The above described unfortunate situation originated from the Tarasick and Galbally et al., (2019) analysis of changes in surface ozone at northern temperate latitudes. That analysis suffered from multiple biases (Parrish et al., 2021a) that caused large underestimates in the mid-latitude baseline ozone increase from the 1950s to the early 2000s. Due to the stated aims of TOAR, the later IPCC, CMIP6 and UNEP assessments accepted the TOAR results without further observational analysis. The five later publications cited above do not present observational analysis before 1980, and thus do not address this issue. To our knowledge, the biases in the Tarasick and Galbally et al., (2019) analysis have not been addressed by TOAR, and the underestimates are still presented as accurate and repeatedly cited.
Also to our knowledge, all published observational-based analyses of baseline tropospheric ozone changes at northern midlatitudes are consistent with continuing decreases since the mid-2000s. This decrease is evident in the baseline-representative data sets (European alpine, Mace Head and U.S. National Park data) plotted in Figure 2 of our submitted manuscript under discussion here. Recent published observational analyses are generally based on decadal scale, linear trend analysis (e.g., Gaudel et al., 2020) that is insensitive to the important non-linear character of baseline ozone changes that have occurred at northern midlatitudes - an early rapid increase, a broad peak reached in the mid-2000s (approximately consistent with the turnover in midlatitude anthropogenic NOxemissions), followed by a slow recent decrease. Nevertheless the linear changes quantified over periods beginning in the 1990s are quantitatively consistent with the derived overall, nonlinear change over the same period as verified in detail by Parrish et al. (2021b).
We do understand that the TOAR team disagrees with these analyses; however, the argumentation presented in Parrish et al. (2021a;b) has not been refuted. Continued deliberations on this important topic must objectively consider these issues; encouraging these deliberations is one goal of the submission of our Opinion manuscript.
Simple conceptual ‘model’
As stated above, the submitted manuscript calls for the development of a simple, conceptual ‘model’ that would be used to understand the output of atmospheric chemistry models, guide research efforts and inform policy. They describe the attributes of the “model”, which exactly match the attributes of a conceptual model that these same authors have proposed in a recent paper (Mims et al. 2022). Even though the authors do not cite their own work, we briefly comment on this paper in order to point out the substantial shortcomings of a simple conceptual model. This particular conceptual model is similar to a simple 1970s box model that scientists had to build in the days before adequate computing power was available to run more complex models (e.g. Oeschger et al., 1975; Thompson and Schneider, 1979). It has no atmospheric dynamics and it assumes the mid-latitudes are isolated from the polar regions and the tropics; this is contrary to recent work, which shows that tropospheric ozone in the mid-latitudes is impacted by emissions and transport from the tropics, and this influence cannot be ignored (Zhang et al., 2016,2021; Gaudel et al., 2020). In contrast, modern atmospheric chemistry models can handle global and regional atmospheric dynamics, in addition to emissions and photochemistry. These models correctly reproduce the observed increase of the tropospheric ozone burden, and as shown by IPCC AR6 the output from these models can be effectively summarized to provide the answers to the questions from policy makers (see Chapters 6 and 7, and Box TS.7 in the Technical summary of AR6).
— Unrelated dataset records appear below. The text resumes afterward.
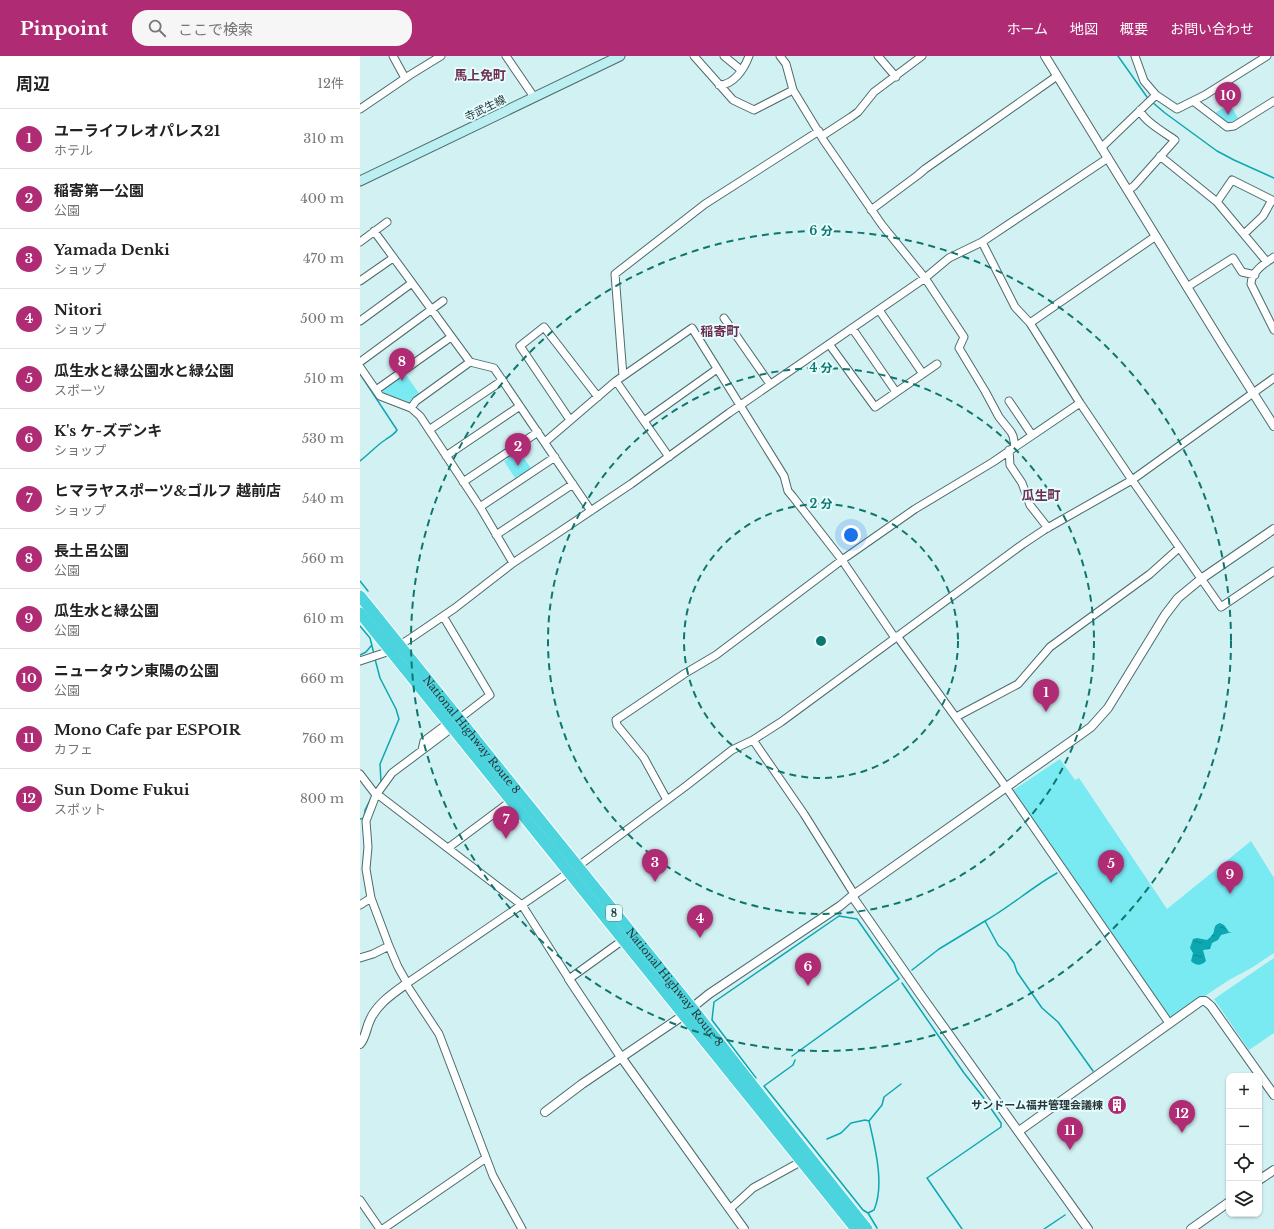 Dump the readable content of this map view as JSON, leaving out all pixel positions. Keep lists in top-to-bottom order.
{
  "streets": {
    "highway": ["National Highway Route 8", "8"],
    "main road": ["寺武生線"]
  },
  "districts": ["馬上免町", "稲寄町", "瓜生町"],
  "places": {
    "building": ["サンドーム福井管理会議棟"]
  },
  "page": {
    "header": "Pinpoint",
    "search": "ここで検索",
    "nav": [
      "ホーム",
      "地図",
      "概要",
      "お問い合わせ"
    ],
    "heading": ["周辺", "12件"],
    "pins": [
      "10",
      "8",
      "2",
      "1",
      "7",
      "3",
      "5",
      "9",
      "4",
      "6",
      "12",
      "11"
    ],
    "list": [
      {
        "mark": "1",
        "name": "ユーライフレオパレス21",
        "note": "ホテル",
        "value": "310 m"
      },
      {
        "mark": "2",
        "name": "稲寄第一公園",
        "note": "公園",
        "value": "400 m"
      },
      {
        "mark": "3",
        "name": "Yamada Denki",
        "note": "ショップ",
        "value": "470 m"
      },
      {
        "mark": "4",
        "name": "Nitori",
        "note": "ショップ",
        "value": "500 m"
      },
      {
        "mark": "5",
        "name": "瓜生水と緑公園水と緑公園",
        "note": "スポーツ",
        "value": "510 m"
      },
      {
        "mark": "6",
        "name": "K's ケ-ズデンキ",
        "note": "ショップ",
        "value": "530 m"
      },
      {
        "mark": "7",
        "name": "ヒマラヤスポーツ&ゴルフ 越前店",
        "note": "ショップ",
        "value": "540 m"
      },
      {
        "mark": "8",
        "name": "長土呂公園",
        "note": "公園",
        "value": "560 m"
      },
      {
        "mark": "9",
        "name": "瓜生水と緑公園",
        "note": "公園",
        "value": "610 m"
      },
      {
        "mark": "10",
        "name": "ニュータウン東陽の公園",
        "note": "公園",
        "value": "660 m"
      },
      {
        "mark": "11",
        "name": "Mono Cafe par ESPOIR",
        "note": "カフェ",
        "value": "760 m"
      },
      {
        "mark": "12",
        "name": "Sun Dome Fukui",
        "note": "スポット",
        "value": "800 m"
      }
    ],
    "map_buttons": ["+", "−"]
  },
  "rings": ["6 分", "4 分", "2 分"]
}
A common aphorism in statistics is particularly apropos here: "All models are wrong, but some are useful", or put another way by oncologist Howard Skipper “A model is a lie that helps you see the truth.” Modern atmospheric chemistry models and the conceptual model presented by Mims et al. (2022) are both “wrong” in the sense that neither can faithfully simulate all aspects of the tropospheric ozone distribution, but both are “useful” because each can answer important questions regarding that distribution. It is only through a hierarchy of models that we can both simulate and understand tropospheric ozone. It is this type of interdependent model hierarchy that we are proposing.
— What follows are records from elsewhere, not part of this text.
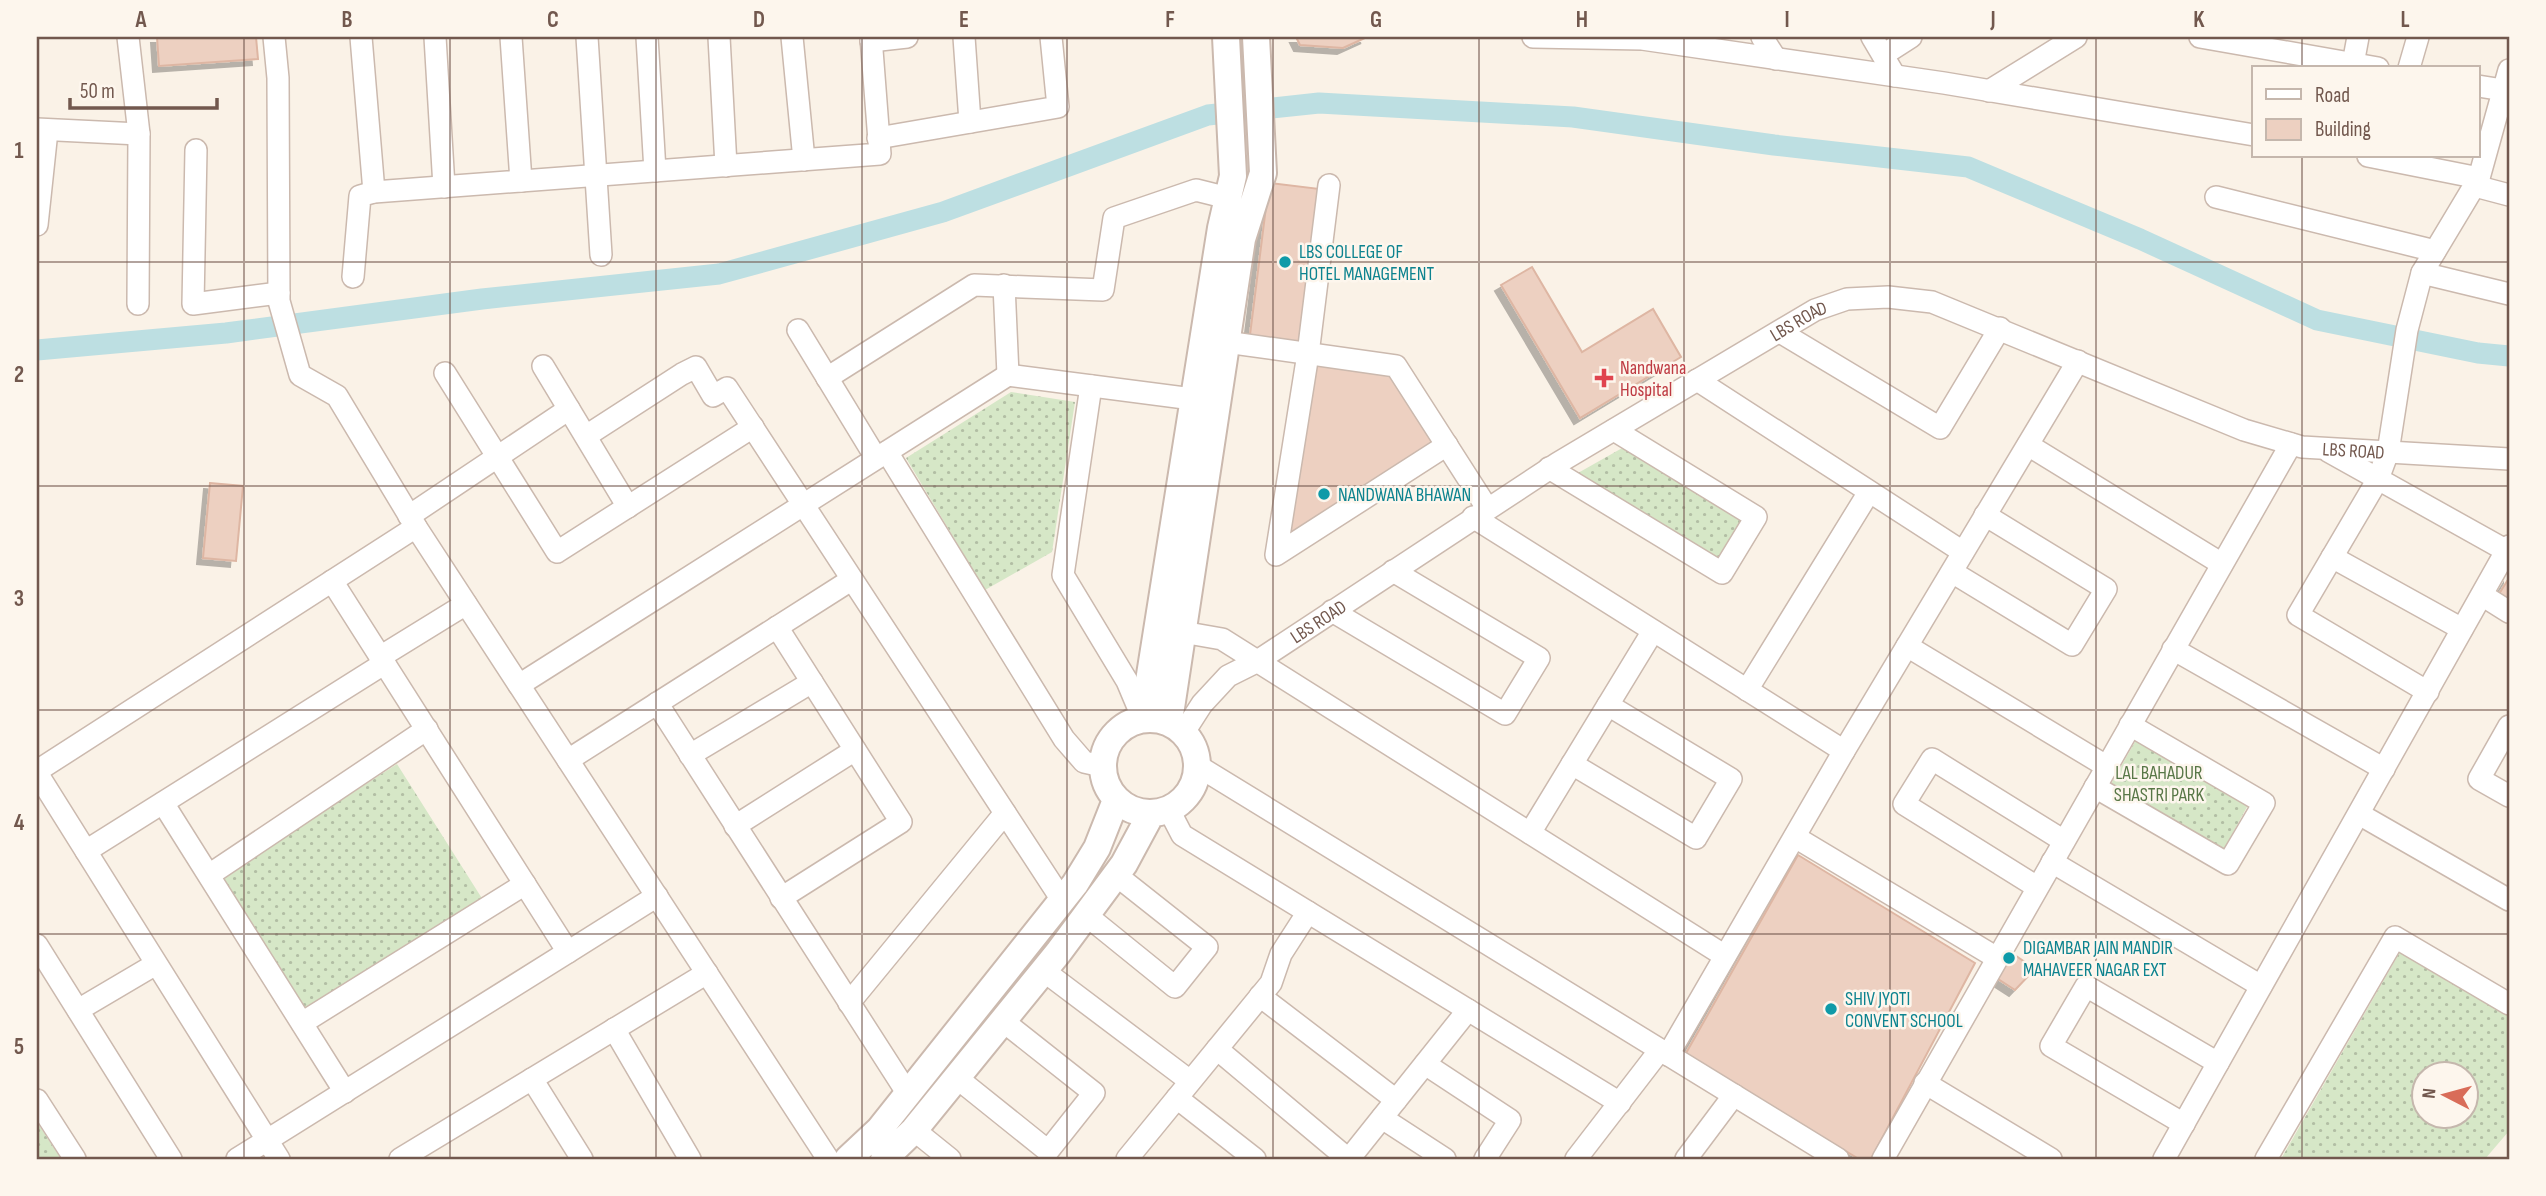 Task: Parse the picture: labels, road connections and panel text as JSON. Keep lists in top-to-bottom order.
{
  "streets": {
    "street": ["LBS ROAD"]
  },
  "parks": ["LAL BAHADUR SHASTRI PARK"],
  "places": {
    "other": [
      "LBS COLLEGE OF HOTEL MANAGEMENT",
      "NANDWANA BHAWAN",
      "DIGAMBAR JAIN MANDIR MAHAVEER NAGAR EXT",
      "SHIV JYOTI CONVENT SCHOOL"
    ],
    "health": ["Nandwana Hospital"]
  },
  "legend": ["Road", "Building"],
  "scale_bar": "50 m",
  "north": "left",
  "grid": {
    "columns": [
      "A",
      "B",
      "C",
      "D",
      "E",
      "F",
      "G",
      "H",
      "I",
      "J",
      "K",
      "L"
    ],
    "rows": [
      "1",
      "2",
      "3",
      "4",
      "5"
    ]
  }
}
Mims et al. (2022) used a minimal set of parameters with values taken from generally accepted and measured ozone behavior to describe the ozone sources, sinks and northern midlatitude zonal flow and mixing. This intentionally rudimentary model was designed to determine the drivers of 1) the vertical gradient in baseline ozone between the marine boundary layer and the free troposphere, and 2) the differing seasonal cycle of baseline ozone in these layers. The model quantitatively simulated these features, plus it reproduced the observed, nearly uniform free troposphere that behaves as an ozone reservoir, responding to the combined boundary layer and stratospheric inputs. The critical role of the marine boundary layer in the global ozone balance and the constraints that it places on the net continental production are clearly revealed. Sensitivity analysis identified which of the basic set of process parameters most require better understanding.
Minimalist models such as that of Mims et al. (2022) cannot stand alone, but when used in conjunction with detailed modern atmospheric chemistry model simulations, can provide the basis for a comprehensive understanding of tropospheric ozone.
From a more technical perspective, the omission of net meridional fluxes of tropospheric ozone in the model of Mims et al. (2022) is not indicative of the model having “no atmospheric dynamics” as suggested by Worden et al., but rather the simplified model employs the approximation that the influx from lower latitudes in one part of the globe (as discussed in Gaudel et al., 2020) is compensated by efflux elsewhere. This approximation is supported by results established using reanalysis data by Miyazaki et al. (2005). The model of Mims et al. (2022) does explicitly contain zonal advection throughout the domain, thus representing the most salient feature of atmospheric dynamics, not lacking basic atmospheric dynamics as charged by Worden et al..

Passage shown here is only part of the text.